### DATASET ENTRIES ###

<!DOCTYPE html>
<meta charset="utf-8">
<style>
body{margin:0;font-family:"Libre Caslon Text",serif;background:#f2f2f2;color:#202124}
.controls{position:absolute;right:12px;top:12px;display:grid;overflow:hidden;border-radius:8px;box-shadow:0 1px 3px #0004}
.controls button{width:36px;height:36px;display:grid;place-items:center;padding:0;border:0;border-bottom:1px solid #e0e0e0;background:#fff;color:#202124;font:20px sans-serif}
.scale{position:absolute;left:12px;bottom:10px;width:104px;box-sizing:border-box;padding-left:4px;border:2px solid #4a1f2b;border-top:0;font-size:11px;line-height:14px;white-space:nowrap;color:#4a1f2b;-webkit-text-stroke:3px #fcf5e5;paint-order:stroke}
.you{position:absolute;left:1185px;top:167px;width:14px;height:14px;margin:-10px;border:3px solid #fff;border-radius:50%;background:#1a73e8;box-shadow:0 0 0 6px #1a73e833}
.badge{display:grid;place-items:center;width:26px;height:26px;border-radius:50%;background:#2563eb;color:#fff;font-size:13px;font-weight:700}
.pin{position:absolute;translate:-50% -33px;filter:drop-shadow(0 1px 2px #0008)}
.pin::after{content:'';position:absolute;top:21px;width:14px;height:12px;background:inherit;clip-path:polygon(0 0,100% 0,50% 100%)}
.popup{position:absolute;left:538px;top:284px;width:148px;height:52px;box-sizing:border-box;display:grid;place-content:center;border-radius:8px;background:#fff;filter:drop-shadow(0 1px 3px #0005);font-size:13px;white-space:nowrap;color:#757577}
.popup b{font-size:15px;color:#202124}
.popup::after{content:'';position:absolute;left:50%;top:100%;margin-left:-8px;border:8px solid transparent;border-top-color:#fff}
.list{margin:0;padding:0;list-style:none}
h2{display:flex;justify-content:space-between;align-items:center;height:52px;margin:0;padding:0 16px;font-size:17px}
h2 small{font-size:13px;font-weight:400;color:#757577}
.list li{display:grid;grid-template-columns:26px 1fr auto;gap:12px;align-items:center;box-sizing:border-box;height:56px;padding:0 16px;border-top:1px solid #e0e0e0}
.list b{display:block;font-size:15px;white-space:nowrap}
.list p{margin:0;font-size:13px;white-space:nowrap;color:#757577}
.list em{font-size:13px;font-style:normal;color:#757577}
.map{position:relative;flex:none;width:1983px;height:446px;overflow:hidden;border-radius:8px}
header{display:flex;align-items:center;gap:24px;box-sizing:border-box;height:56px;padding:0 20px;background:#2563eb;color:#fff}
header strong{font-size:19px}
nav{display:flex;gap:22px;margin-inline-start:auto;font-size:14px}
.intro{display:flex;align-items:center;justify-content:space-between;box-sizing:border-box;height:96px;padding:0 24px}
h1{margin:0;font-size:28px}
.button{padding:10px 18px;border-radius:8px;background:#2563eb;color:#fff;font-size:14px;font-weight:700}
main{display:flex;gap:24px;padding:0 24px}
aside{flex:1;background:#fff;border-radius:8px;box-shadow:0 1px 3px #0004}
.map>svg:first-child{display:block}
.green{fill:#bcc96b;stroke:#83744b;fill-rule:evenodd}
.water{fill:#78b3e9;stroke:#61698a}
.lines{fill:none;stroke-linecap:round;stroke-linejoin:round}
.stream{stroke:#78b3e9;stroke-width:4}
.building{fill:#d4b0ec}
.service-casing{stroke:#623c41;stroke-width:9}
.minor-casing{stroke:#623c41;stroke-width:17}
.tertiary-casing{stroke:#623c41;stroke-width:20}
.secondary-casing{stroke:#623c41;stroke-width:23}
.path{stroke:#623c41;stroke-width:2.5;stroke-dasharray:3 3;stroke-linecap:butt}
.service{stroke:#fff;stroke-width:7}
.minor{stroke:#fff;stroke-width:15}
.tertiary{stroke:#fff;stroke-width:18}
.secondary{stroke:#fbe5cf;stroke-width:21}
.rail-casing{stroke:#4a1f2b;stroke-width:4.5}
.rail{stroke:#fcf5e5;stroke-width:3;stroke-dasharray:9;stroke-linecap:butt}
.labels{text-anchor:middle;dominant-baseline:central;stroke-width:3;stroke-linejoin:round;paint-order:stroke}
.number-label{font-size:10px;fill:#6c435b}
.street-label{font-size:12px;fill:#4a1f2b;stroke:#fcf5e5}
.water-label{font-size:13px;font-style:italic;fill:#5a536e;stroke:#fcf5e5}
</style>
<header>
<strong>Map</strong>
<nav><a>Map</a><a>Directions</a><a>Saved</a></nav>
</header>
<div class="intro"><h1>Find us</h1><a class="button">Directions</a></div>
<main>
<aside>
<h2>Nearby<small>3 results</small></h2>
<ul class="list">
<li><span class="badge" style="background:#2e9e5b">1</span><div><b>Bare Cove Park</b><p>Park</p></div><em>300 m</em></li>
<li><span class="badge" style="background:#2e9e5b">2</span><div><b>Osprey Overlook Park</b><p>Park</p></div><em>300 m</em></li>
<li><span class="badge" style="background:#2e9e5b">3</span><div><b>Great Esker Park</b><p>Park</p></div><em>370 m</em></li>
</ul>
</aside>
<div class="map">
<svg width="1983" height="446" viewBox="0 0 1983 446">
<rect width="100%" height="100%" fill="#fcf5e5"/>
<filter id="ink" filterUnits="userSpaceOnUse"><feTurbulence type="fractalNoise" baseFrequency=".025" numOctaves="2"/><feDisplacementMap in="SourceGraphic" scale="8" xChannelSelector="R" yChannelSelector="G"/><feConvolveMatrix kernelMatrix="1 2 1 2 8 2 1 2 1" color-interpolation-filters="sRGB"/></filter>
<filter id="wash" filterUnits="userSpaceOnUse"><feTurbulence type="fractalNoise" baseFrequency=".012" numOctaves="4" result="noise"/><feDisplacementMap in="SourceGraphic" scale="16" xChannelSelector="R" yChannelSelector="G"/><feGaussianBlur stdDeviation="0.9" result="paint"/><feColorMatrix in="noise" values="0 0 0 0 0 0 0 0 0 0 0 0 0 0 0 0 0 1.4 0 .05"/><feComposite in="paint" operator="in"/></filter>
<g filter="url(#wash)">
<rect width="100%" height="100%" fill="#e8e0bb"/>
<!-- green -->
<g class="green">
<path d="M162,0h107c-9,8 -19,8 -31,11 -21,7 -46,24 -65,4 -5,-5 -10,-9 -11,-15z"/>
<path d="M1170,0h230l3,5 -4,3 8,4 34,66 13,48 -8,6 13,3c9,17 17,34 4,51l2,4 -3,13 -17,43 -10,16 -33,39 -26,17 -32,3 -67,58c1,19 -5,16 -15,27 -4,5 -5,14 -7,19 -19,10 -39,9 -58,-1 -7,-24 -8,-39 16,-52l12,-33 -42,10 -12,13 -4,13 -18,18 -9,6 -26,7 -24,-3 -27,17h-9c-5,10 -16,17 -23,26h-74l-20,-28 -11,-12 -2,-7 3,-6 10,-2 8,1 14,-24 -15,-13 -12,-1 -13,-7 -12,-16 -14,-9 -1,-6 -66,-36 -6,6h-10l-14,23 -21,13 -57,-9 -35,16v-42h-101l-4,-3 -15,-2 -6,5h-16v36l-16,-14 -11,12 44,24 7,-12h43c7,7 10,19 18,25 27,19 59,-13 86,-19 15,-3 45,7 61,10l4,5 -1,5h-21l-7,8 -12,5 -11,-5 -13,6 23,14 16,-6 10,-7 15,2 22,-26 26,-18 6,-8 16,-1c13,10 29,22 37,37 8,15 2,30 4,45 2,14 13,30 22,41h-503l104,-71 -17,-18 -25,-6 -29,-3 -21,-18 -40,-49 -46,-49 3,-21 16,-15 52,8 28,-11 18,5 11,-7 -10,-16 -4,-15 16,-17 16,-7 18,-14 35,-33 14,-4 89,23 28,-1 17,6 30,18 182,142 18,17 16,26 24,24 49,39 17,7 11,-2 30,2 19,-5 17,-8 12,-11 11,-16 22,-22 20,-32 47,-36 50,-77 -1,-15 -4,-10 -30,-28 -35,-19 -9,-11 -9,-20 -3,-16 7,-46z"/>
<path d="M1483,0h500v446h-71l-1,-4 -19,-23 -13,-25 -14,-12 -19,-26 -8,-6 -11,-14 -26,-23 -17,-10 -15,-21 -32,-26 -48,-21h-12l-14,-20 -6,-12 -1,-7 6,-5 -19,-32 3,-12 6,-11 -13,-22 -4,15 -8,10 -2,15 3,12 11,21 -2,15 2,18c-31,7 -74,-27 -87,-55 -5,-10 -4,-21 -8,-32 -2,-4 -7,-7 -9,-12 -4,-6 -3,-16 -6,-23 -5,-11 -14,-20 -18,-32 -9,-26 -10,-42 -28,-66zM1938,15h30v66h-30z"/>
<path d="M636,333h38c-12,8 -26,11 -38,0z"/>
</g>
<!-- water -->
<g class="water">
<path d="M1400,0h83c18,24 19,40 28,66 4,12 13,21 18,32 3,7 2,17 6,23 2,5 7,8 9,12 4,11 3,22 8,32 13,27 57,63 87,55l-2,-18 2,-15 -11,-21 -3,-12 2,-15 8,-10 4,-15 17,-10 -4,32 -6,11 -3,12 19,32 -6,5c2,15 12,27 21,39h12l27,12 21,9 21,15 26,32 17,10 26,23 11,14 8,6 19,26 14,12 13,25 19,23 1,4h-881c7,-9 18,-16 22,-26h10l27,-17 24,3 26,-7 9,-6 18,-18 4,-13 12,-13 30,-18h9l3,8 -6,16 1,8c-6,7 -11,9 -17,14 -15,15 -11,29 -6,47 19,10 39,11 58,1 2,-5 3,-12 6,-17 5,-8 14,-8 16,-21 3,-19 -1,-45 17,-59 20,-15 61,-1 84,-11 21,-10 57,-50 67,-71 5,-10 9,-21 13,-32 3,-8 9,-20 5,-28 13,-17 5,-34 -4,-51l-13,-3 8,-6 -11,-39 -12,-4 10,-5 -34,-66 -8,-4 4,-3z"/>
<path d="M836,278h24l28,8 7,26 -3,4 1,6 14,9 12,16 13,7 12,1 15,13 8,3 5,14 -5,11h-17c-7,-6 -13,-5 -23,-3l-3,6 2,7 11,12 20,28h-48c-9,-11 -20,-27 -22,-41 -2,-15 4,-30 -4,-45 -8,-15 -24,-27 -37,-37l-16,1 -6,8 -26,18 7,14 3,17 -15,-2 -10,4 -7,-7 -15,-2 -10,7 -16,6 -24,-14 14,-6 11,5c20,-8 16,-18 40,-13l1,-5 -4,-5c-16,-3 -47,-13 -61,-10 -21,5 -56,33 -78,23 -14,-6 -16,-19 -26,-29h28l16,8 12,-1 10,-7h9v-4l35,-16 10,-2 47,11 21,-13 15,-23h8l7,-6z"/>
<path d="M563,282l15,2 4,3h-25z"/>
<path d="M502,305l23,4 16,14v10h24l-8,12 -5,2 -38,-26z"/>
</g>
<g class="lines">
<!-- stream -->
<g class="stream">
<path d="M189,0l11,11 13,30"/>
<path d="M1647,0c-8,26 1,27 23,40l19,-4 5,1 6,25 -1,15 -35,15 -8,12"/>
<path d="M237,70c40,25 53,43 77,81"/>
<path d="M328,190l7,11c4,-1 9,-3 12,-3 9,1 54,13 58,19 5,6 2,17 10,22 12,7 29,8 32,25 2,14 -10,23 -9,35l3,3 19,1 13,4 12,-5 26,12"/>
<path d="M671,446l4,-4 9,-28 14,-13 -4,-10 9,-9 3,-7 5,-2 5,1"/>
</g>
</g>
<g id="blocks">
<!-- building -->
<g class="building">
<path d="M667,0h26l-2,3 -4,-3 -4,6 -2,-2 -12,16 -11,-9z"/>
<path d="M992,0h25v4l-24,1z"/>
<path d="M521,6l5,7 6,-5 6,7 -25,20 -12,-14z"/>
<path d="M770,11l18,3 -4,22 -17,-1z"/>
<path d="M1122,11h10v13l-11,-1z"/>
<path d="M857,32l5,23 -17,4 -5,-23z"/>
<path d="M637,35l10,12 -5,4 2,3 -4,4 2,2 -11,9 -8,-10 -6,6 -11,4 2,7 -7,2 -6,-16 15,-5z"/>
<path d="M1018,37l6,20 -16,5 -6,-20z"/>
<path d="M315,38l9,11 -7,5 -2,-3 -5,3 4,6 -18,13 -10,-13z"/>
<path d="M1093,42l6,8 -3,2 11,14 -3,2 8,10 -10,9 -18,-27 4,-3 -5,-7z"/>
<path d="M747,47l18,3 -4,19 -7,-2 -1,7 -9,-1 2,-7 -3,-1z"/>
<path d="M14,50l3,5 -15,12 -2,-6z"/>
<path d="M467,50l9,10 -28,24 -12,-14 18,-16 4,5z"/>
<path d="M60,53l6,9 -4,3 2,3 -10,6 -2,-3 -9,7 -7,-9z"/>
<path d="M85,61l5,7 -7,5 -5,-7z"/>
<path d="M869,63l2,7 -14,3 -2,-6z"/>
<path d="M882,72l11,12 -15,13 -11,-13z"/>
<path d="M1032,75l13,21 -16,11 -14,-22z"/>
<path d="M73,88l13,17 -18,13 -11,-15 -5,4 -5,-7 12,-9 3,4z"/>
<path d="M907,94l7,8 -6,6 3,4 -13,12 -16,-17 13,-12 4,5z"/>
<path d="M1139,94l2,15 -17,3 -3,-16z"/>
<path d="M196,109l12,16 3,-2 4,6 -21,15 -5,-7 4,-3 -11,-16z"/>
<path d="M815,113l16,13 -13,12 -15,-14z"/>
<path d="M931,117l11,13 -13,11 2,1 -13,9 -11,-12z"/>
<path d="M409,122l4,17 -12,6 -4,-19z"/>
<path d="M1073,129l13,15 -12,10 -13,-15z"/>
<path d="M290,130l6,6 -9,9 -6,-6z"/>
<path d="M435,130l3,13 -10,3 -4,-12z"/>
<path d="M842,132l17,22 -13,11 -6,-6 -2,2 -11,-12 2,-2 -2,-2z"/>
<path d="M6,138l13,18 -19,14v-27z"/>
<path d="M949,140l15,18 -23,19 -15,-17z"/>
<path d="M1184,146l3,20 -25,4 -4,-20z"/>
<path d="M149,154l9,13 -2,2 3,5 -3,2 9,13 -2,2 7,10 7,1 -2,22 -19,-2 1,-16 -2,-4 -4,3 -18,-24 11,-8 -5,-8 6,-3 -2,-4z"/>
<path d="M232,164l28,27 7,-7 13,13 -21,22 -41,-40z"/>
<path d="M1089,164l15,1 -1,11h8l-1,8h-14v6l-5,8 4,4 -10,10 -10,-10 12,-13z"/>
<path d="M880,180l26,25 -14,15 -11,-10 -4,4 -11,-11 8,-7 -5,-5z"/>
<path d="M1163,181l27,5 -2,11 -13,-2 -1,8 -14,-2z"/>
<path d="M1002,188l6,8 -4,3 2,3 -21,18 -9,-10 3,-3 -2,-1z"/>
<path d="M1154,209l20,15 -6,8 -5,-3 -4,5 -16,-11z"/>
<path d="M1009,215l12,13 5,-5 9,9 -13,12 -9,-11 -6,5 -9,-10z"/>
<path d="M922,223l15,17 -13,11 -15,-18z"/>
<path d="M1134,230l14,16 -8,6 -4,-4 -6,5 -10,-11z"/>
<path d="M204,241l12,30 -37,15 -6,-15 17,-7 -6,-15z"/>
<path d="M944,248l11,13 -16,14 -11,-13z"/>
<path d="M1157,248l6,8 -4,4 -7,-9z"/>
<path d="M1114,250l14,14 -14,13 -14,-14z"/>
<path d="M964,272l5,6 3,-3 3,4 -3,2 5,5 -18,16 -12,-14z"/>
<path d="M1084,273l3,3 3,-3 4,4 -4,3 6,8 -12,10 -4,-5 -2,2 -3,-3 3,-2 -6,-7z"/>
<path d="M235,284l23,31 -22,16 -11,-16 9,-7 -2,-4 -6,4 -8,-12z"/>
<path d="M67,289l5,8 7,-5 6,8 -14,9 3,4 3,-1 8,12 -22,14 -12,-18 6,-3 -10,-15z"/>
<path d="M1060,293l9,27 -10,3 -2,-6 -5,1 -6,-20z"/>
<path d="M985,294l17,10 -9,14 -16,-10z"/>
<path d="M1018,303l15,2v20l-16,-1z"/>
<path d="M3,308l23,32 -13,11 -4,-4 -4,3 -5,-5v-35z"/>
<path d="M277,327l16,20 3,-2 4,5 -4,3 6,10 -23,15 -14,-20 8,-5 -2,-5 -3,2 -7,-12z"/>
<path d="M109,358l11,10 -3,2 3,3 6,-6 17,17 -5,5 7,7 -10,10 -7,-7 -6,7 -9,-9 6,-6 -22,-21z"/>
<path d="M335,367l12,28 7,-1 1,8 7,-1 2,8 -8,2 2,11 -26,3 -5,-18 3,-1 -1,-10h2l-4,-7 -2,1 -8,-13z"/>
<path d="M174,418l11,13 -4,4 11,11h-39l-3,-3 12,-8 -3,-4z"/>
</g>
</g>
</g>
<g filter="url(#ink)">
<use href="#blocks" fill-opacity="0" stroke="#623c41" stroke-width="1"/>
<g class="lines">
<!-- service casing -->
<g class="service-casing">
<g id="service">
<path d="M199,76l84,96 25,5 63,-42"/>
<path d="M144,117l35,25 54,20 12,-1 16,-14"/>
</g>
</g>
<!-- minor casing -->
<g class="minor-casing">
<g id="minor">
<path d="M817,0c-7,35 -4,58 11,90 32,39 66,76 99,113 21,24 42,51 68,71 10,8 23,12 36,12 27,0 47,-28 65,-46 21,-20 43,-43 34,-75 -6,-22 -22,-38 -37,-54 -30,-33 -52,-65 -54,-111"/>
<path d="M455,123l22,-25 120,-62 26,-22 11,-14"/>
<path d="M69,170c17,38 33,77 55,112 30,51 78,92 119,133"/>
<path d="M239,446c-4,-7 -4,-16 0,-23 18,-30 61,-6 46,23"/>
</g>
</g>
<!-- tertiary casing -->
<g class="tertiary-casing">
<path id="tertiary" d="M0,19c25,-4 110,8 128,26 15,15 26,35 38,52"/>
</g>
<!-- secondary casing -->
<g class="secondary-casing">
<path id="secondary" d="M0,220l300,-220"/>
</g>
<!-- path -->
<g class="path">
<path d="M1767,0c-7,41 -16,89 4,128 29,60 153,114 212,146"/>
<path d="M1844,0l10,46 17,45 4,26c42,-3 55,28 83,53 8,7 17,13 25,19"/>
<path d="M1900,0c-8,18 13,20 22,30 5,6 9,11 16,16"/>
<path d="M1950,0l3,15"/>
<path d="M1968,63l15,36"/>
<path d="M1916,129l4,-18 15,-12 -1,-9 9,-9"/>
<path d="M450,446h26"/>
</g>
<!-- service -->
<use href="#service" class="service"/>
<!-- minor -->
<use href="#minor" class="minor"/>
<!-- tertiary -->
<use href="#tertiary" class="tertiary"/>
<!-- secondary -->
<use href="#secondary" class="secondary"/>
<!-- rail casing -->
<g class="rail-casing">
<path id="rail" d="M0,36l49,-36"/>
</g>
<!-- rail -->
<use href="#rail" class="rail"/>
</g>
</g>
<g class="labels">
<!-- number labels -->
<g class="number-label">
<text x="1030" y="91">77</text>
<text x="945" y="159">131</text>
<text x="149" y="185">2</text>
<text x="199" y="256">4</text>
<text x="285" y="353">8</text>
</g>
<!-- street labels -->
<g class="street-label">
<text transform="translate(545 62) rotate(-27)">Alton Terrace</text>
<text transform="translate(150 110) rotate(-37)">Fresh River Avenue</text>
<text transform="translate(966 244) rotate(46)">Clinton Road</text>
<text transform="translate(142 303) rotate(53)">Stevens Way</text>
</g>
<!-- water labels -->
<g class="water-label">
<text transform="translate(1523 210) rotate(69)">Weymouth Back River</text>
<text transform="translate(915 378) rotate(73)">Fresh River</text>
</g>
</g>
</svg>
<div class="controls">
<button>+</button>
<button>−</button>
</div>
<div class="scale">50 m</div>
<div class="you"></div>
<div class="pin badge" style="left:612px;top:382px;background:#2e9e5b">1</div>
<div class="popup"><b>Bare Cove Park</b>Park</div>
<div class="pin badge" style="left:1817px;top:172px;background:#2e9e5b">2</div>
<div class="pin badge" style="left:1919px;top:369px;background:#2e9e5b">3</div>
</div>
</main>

###

■ WHAT TO WORK ON
Please copy every line of the records above in which "Directions" appears.

■ WRITTEN ANSWER
<nav><a>Map</a><a>Directions</a><a>Saved</a></nav>
<div class="intro"><h1>Find us</h1><a class="button">Directions</a></div>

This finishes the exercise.